Early on, Jordan would use vocal processing to distort his voice, but is now getting away from that, primarily because it has become over used. “The emotion that’s there is more important than the effect, at first is was kind of fun, we basically just did it because it was fun and it had a cool feel to it, but then as we did more performance we realized that there was more depth without the effect.”

Another reason for getting away from the effects was to avoid sounding like everyone else”It’s become cliched,” explains Osbourne on the use of distortion. “I think the effects actually strip away the nuances and angst and the real emotion in the vocals and you sound like Nitzer Ebb”

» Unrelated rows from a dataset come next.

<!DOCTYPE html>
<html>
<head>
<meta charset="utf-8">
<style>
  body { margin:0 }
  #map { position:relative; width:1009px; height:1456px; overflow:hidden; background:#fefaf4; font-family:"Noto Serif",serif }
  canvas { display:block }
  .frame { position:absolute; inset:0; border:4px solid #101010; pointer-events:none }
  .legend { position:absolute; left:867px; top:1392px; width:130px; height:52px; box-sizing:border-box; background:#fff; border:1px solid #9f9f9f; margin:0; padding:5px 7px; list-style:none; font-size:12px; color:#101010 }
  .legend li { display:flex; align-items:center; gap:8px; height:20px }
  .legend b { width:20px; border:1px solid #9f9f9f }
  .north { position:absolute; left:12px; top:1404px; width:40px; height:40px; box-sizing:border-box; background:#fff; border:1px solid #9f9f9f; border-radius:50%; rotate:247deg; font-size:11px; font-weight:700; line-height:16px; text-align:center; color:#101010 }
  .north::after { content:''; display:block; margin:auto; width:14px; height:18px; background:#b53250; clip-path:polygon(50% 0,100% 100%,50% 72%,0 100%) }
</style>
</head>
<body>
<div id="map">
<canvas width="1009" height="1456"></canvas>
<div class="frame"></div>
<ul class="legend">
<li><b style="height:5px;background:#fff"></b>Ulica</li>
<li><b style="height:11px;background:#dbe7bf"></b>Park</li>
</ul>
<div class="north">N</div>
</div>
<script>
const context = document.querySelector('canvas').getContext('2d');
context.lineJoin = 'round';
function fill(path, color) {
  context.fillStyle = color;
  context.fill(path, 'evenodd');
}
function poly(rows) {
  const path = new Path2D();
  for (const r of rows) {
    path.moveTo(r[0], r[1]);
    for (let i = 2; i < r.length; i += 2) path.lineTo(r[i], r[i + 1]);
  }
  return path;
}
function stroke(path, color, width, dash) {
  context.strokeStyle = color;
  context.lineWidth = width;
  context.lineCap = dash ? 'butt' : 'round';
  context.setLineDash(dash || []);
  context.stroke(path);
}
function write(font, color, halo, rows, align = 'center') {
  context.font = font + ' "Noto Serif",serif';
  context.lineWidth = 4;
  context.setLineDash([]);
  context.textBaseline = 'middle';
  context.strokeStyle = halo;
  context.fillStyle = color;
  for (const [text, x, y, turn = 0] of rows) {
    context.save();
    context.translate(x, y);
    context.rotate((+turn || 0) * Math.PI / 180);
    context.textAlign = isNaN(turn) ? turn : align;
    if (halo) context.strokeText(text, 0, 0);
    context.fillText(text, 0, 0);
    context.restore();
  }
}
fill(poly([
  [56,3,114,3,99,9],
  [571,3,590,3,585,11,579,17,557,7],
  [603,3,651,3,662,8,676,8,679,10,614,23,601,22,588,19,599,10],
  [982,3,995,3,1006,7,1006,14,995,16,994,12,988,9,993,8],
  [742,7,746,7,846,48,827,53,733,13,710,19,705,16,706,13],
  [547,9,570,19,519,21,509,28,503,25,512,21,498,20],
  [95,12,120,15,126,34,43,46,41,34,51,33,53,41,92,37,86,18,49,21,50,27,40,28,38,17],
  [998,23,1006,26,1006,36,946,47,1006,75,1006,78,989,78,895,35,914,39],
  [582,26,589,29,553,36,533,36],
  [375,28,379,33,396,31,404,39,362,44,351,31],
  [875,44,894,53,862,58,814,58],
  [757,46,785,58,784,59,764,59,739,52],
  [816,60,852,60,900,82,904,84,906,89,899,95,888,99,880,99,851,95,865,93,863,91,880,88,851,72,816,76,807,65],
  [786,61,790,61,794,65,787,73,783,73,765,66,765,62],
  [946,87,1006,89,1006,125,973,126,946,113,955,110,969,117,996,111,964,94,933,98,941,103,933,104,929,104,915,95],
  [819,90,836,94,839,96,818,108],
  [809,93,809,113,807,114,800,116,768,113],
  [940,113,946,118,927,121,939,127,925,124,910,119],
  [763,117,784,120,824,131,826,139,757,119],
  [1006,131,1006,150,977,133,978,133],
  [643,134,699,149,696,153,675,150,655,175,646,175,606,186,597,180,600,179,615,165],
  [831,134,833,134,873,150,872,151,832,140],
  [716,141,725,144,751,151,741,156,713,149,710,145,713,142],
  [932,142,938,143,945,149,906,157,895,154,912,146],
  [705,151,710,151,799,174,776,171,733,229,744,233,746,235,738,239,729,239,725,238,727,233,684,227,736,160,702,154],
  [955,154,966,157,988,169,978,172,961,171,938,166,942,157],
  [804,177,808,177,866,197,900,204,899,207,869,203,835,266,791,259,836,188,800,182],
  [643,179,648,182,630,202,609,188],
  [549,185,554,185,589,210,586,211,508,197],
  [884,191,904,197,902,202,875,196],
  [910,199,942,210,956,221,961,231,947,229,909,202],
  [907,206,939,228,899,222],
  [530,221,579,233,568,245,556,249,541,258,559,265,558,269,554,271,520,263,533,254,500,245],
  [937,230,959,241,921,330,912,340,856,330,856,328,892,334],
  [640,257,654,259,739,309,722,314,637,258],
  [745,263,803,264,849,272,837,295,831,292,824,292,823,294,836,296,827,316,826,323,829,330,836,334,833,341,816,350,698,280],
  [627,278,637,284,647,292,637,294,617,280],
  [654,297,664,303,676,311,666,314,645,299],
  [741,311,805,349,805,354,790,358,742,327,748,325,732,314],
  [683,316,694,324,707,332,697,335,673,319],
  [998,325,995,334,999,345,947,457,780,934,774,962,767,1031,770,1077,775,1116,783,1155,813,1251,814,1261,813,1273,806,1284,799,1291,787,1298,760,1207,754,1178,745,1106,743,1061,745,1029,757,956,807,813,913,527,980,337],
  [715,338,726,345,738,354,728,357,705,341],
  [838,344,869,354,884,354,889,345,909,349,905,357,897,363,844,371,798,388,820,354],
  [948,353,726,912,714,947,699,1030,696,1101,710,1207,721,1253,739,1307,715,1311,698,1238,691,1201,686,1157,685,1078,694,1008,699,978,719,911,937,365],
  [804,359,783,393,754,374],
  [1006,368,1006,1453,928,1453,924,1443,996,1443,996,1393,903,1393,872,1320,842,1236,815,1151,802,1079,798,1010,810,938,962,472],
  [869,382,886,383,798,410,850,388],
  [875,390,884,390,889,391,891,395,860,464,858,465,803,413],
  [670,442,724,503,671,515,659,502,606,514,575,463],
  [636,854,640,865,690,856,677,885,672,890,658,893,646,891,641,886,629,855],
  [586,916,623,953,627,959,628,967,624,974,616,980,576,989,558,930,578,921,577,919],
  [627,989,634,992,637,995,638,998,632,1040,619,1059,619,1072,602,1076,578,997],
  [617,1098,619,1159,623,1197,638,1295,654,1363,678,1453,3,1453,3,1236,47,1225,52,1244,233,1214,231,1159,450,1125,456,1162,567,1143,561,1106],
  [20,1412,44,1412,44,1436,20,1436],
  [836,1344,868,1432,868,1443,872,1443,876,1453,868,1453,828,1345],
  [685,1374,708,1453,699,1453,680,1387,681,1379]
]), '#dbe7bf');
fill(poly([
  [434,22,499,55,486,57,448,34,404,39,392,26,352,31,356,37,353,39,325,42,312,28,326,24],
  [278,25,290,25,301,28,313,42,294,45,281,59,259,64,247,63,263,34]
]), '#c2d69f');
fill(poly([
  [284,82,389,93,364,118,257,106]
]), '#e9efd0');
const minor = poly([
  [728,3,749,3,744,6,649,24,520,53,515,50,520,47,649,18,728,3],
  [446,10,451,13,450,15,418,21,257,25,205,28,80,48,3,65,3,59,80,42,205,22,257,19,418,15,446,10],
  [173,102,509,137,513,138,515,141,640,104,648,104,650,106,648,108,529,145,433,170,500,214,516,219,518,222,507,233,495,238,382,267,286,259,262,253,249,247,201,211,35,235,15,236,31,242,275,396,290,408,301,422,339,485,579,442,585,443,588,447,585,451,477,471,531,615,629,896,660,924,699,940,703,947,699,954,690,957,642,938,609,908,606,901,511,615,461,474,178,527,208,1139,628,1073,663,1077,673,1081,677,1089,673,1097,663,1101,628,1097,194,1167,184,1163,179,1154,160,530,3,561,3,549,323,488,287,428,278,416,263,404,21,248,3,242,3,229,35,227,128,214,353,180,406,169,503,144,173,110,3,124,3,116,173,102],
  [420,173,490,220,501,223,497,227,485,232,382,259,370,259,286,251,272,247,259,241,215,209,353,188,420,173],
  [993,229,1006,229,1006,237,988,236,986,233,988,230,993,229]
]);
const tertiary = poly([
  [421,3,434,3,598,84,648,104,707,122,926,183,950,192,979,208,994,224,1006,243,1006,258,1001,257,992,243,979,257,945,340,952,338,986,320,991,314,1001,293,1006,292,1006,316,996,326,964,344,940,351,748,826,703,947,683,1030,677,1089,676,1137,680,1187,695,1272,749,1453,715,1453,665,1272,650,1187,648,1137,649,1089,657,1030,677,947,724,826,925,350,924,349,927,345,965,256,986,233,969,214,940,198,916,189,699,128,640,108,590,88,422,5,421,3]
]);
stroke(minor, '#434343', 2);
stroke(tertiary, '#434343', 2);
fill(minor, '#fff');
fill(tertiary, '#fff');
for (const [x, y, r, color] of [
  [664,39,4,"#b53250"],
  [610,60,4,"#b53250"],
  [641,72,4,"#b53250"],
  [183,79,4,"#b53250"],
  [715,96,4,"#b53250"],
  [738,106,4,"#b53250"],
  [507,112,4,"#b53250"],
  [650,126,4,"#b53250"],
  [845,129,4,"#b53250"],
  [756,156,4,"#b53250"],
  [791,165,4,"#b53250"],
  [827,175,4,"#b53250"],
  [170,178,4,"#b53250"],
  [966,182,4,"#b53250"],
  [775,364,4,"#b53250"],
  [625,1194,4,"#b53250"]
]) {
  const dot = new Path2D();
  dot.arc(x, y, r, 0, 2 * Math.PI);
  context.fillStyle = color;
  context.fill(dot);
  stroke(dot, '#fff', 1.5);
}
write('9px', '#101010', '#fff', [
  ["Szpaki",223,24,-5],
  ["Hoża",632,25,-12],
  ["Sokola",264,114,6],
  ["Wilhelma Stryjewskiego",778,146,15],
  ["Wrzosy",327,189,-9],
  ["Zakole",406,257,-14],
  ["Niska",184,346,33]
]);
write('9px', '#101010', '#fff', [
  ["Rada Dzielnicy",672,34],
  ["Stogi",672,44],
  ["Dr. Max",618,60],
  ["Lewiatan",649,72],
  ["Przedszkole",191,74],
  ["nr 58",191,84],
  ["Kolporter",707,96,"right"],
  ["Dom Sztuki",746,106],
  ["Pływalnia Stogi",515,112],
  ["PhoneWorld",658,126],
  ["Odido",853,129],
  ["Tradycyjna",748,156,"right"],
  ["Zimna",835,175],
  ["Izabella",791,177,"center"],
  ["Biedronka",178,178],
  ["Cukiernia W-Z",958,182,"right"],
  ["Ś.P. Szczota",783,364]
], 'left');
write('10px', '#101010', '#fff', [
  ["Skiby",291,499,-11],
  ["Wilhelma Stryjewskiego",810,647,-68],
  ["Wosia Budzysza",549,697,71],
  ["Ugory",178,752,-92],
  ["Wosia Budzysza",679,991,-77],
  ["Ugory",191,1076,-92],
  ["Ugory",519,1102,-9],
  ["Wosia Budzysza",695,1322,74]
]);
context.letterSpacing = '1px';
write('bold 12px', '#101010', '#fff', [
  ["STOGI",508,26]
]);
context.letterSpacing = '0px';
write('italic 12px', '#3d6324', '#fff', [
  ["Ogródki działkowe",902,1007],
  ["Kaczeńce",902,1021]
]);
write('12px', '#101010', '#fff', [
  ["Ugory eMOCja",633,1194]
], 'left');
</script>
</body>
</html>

Although they use technology and create aggressive music, Big Catholic Guilt do not feel that they are not “industrial.” As Osbourne explains, the current crop of bands being slapped with that label are a far cry from such “industrial” pioneers are Throbbing Gristle. Rather, Big Catholic guilt see their music as a healthy fusion of styles.”It’s no sin to use guitars blended with samplers, I think more and more that’s happening,” says Jordan. “All elements are starting to cross over more. “I think cross over is a natural part of popular music at this point.”

Jordan goes on to say that like any new technique being incorporated into music, electronics were looked down upon at first but are now gaining acceptance within rock music.

“People made just as big a stink when the first guy came walking our with the Fender Precision Bass. Because you don’t do that, it’s just wrong to do that,” he says. “Bob Dylan gets booed for playing an electric guitar at the Newport Jazz festival. It was much the same type of rebellion over anything new, it takes a lot for someone to break out.”

Now that they have a national release, Big Catholic Guilt are eager to hit the road and do more extensive touring in the future. But Jordan stresses that the group is not really looking to get away from the local music scene.

“The Boston local scene is much more vibrant than people give it credit for,” he says. “There’s a lot of bands who are getting signed and doing well in Boston…..You go down to New York, and I defy somebody to find that many bands in New York who do that well. It’s a much more vibrant scene then in a lot of places.